Sauvegarde, conservation et… exploitation

La sauvegarde et la conservation d’un fonds littéraire peuvent paraître vaines si ce fonds n’est pas exploité… C’est pourquoi la Fondation a créé un prix attaché à ce centre de recherches et continue à réfléchir sur sa mise en valeur notamment en réalisant des synergies avec des institutions complémentaires au niveau national ou international. C’est seulement à cette condition que nous pourrons assurer la vitalité et la pérennité du Centre André Gide-Jean Schlumberger.

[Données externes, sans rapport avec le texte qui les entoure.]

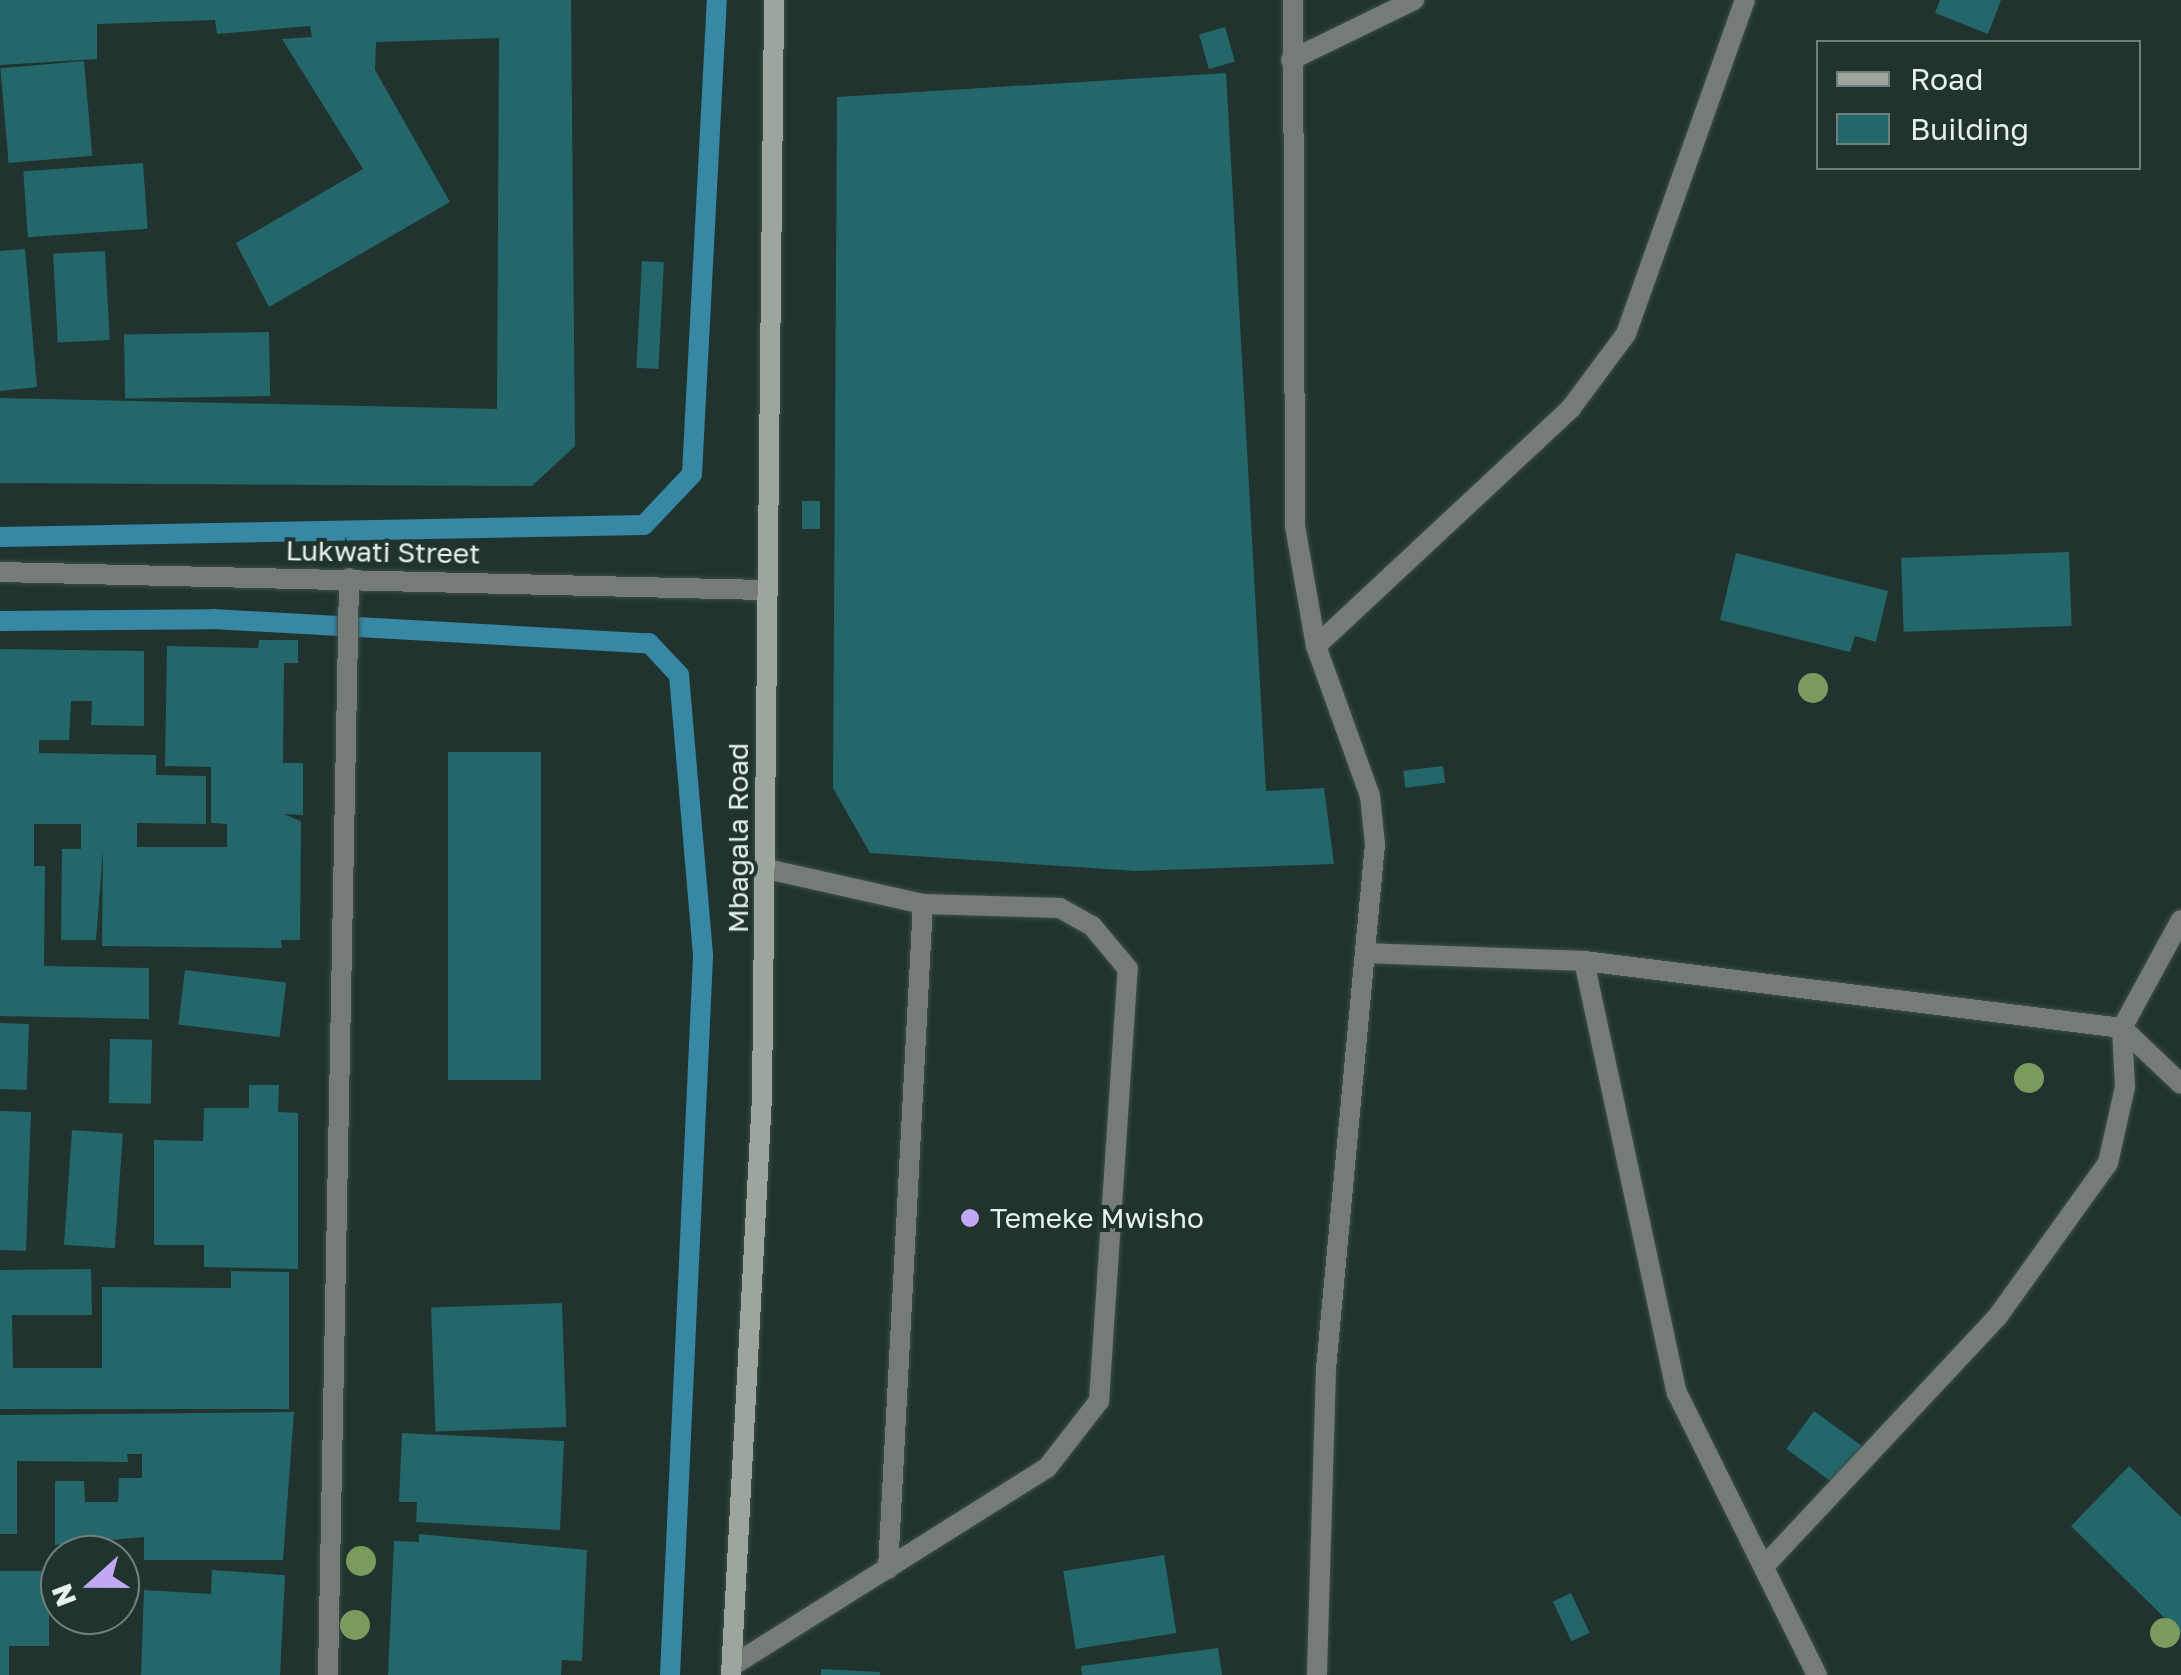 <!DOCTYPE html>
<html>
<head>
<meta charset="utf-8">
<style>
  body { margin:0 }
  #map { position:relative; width:2181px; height:1675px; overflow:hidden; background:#21332e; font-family:"Golos Text",sans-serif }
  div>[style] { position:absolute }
  .stream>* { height:20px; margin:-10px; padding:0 10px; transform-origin:10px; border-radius:10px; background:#3688a5 }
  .building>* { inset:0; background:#23676b; transform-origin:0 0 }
  .roads { filter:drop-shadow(0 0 2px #3d4e49) drop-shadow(0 0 2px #3d4e49) }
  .lane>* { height:20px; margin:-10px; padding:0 10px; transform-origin:10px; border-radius:10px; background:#757b76 }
  .street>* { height:20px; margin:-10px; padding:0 10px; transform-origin:10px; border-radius:10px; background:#757b76 }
  .secondary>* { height:20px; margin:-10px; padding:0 10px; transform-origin:10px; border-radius:10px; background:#9ca69e }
  .trees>* { width:30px; height:30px; margin:-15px; border-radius:50%; background:#7b9a5d }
  .dots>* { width:28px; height:28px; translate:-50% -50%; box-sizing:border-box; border:5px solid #21332e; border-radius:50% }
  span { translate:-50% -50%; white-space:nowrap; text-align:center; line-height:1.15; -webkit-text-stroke:8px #21332e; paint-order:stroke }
  .street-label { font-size:28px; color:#e6f1ee }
  .poi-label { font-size:28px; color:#e6f1ee }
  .left { translate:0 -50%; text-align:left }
  .legend { position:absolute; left:1816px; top:40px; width:325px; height:130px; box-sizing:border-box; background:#21332e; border:2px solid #707f7b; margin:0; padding:12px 18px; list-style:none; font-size:30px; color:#e6f1ee }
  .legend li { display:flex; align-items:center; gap:20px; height:50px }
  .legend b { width:50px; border:2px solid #707f7b }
  .north { position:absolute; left:40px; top:1535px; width:100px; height:100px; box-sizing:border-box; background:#21332e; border:2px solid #707f7b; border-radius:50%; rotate:249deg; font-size:28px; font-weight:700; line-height:40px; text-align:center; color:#e6f1ee }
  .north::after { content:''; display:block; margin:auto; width:35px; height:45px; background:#c1a8f3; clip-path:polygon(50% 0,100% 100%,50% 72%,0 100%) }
</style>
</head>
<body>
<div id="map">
  <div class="stream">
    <div style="left:0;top:537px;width:644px;rotate:-1.07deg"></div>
    <div style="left:644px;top:525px;width:70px;rotate:-46.7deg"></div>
    <div style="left:692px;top:474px;width:475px;rotate:-87deg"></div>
    <div style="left:0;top:621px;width:213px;rotate:-0.5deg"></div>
    <div style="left:213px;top:619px;width:437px;rotate:3.2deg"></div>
    <div style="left:649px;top:643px;width:44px;rotate:46.8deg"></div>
    <div style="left:679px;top:675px;width:283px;rotate:85.1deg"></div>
    <div style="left:703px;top:957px;width:719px;rotate:92.63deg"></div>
  </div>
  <div class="building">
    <div style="clip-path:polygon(0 0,571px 0,575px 446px,532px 486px,0 483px,0 398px,497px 409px,499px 38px,376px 42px,375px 70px,450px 202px,269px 307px,236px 243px,363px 169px,282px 39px,312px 37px,310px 26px,217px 34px,215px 20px,97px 24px,97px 59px,0 65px)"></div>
    <div style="clip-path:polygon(1940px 0,2001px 0,1988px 34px,1935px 13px)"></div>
    <div style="left:1225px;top:27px;width:36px;height:27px;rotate:74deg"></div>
    <div style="left:84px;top:61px;width:95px;height:84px;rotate:85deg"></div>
    <div style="clip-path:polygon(1226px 73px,1266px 791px,1324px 788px,1334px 864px,1136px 871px,870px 853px,833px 788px,837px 97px)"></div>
    <div style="left:143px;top:163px;width:66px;height:120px;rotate:86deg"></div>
    <div style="clip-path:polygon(25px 249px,37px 387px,0 391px,0 251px)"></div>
    <div style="left:105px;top:251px;width:89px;height:52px;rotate:87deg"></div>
    <div style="left:642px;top:261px;width:22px;height:107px;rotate:3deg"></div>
    <div style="left:269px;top:332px;width:64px;height:145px;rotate:89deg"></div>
    <div style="left:802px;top:501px;width:18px;height:28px"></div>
    <div style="left:2069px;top:552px;width:74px;height:168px;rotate:88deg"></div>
    <div style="clip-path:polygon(1736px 553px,1888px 591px,1876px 642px,1855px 636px,1850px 652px,1720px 620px)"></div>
    <div style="clip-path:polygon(259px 640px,298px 640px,298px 663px,284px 663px,283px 763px,303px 763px,303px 815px,283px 814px,301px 821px,300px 940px,281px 940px,282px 948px,102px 946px,103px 849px,96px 940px,61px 940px,62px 849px,81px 849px,81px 824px,34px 824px,34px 866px,45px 866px,44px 966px,149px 968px,149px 1019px,0 1016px,0 649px,144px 651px,144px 726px,91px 725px,92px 701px,71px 701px,69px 740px,39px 740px,39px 753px,156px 755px,156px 775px,206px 776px,206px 824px,137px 823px,137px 847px,227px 847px,227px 824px,211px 823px,211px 767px,165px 766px,167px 646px,258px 648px)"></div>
    <div style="left:448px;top:752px;width:93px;height:328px"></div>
    <div style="left:1443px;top:766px;width:17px;height:40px;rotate:83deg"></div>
    <div style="left:185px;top:970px;width:102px;height:55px;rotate:7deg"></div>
    <div style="left:0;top:1023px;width:29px;height:66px;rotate:2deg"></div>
    <div style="left:110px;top:1039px;width:42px;height:64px;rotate:1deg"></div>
    <div style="clip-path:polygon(249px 1085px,279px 1085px,278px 1112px,298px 1113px,298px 1269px,204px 1267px,204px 1245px,154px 1245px,154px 1140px,203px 1141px,204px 1108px,249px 1108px)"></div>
    <div style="clip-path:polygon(0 1111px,31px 1112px,26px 1251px,0 1250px)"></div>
    <div style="left:72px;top:1130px;width:51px;height:115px;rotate:4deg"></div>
    <div style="clip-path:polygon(91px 1269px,92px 1315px,12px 1315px,13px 1368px,102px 1368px,102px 1287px,231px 1288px,231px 1271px,289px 1272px,289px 1409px,0 1409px,0 1270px)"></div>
    <div style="left:562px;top:1303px;width:124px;height:131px;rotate:88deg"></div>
    <div style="left:1814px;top:1411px;width:59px;height:47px;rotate:36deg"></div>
    <div style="clip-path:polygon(294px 1412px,283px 1560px,144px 1560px,144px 1537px,55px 1545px,55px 1481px,84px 1481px,85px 1502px,118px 1502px,119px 1478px,142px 1478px,142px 1454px,127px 1454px,128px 1462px,17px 1461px,17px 1534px,0 1534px,0 1415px)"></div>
    <div style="clip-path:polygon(402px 1433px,564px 1441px,560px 1530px,416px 1522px,417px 1502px,399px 1502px)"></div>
    <div style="clip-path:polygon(2129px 1466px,2181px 1517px,2181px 1634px,2071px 1526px)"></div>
    <div style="clip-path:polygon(419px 1534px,587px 1550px,582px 1661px,562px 1660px,561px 1675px,388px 1675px,394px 1541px,419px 1542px)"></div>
    <div style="left:1164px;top:1555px;width:79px;height:102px;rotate:81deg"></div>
    <div style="clip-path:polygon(212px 1570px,285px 1575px,280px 1675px,141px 1675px,144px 1590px,211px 1594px)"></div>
    <div style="clip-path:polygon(0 1571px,49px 1571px,49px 1646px,9px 1646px,9px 1675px,0 1675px)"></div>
    <div style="left:1571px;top:1593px;width:44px;height:20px;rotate:65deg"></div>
    <div style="clip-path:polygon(1218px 1648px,1222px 1675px,1082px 1675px,1081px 1666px)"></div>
    <div style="clip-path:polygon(821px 1669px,880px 1672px,880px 1675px,821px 1675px)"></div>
  </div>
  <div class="roads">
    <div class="lane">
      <div style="left:1293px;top:0;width:526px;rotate:89.78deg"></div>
      <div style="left:1295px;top:526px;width:122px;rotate:80.1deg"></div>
      <div style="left:1316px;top:646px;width:159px;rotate:70.2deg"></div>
      <div style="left:1370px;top:796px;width:48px;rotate:84.1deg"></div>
      <div style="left:1375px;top:844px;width:527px;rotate:95.33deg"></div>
      <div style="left:1326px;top:1369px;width:306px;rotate:91.7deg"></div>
      <div style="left:1291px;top:60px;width:137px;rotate:-26deg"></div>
      <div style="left:1316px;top:646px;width:349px;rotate:-43deg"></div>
      <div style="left:1571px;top:408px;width:92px;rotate:-53.4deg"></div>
      <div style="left:1626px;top:334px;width:355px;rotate:-70.4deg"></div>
      <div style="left:1366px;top:953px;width:218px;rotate:2.1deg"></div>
      <div style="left:1584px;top:961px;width:542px;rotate:7.1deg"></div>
      <div style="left:2122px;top:1028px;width:81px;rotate:43.5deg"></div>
      <div style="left:1584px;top:961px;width:442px;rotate:77.9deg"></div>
      <div style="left:1677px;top:1393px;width:315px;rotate:63.6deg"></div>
      <div style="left:1768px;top:1562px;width:337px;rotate:-46.9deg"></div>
      <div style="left:1998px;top:1316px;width:188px;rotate:-54.3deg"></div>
      <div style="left:2108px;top:1163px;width:78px;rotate:-77.4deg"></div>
      <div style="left:2125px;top:1087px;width:59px;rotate:-92.9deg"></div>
      <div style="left:2122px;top:1028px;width:123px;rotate:-61.4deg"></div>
      <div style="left:888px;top:1569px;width:666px;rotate:-86.99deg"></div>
      <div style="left:732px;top:1666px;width:372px;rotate:-32.2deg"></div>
      <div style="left:1047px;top:1468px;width:85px;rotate:-52.2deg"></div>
      <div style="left:1099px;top:1401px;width:433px;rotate:-86.2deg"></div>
      <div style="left:1128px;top:969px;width:56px;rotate:-129.9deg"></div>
      <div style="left:1092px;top:926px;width:37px;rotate:-151deg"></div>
      <div style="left:1060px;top:908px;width:137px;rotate:-178.3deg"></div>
      <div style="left:923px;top:904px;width:160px;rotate:-167.4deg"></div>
    </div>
    <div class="street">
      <div style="left:0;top:572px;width:764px;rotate:1.35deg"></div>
      <div style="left:328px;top:1675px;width:1097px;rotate:-88.9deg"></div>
    </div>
    <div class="secondary">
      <div style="left:731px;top:1675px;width:579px;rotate:-86.93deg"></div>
      <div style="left:762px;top:1097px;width:1097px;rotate:-89.37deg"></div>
    </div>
  </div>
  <div class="trees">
    <div style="left:1813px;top:688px"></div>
    <div style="left:2029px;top:1078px"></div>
    <div style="left:361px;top:1561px"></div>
    <div style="left:355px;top:1625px"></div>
    <div style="left:2165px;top:1633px"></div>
  </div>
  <div class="dots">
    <div style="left:970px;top:1218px;background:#c1a8f3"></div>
  </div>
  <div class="street-label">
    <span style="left:383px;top:552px;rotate:1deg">Lukwati Street</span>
    <span style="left:738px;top:838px;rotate:-90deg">Mbagala Road</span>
  </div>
  <div class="poi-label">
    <span class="left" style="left:990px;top:1218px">Temeke Mwisho</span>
  </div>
  <ul class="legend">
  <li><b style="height:12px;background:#9ca69e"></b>Road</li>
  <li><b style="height:28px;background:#23676b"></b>Building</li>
  </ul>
  <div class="north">N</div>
</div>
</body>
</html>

C’est de ces fonds très riches et très précieux évoqués avec vous que sont extraits les documents suivants que je voudrais vous lire pour illustrer les relations entre Maria Van Rysselberghe, dont on a beaucoup parlé lors de ces journées, et Jean Schlumberger que l’on connait moins ici. Un grand merci à Olivier Monoyez qui s’est associé à moi dans cette entreprise et qui a été à l’origine de la découverte de nombreuses pépites de nos fonds !

Maria Van Rysselberghe et Jean Schlumberger

Lorsque j’ai parcouru le premier panneau de la très belle exposition de Jean-Pierre Prévost, j’ai immédiatement pensé que la description qu’il faisait de Maria aurait aussi bien pu s’appliquer à Jean. Similitude des caractères, similitude des âmes… discrétion et humilité de ces deux écrivains qui seront pourtant tellement importants pour le monde des lettres de cette période…

C’est une véritable amitié littéraire qui liera ces deux personnages hors du commun pendant plus d’un demi-siècle puisqu’elle s’étalera de 1904 à 1959, date du décès de Maria.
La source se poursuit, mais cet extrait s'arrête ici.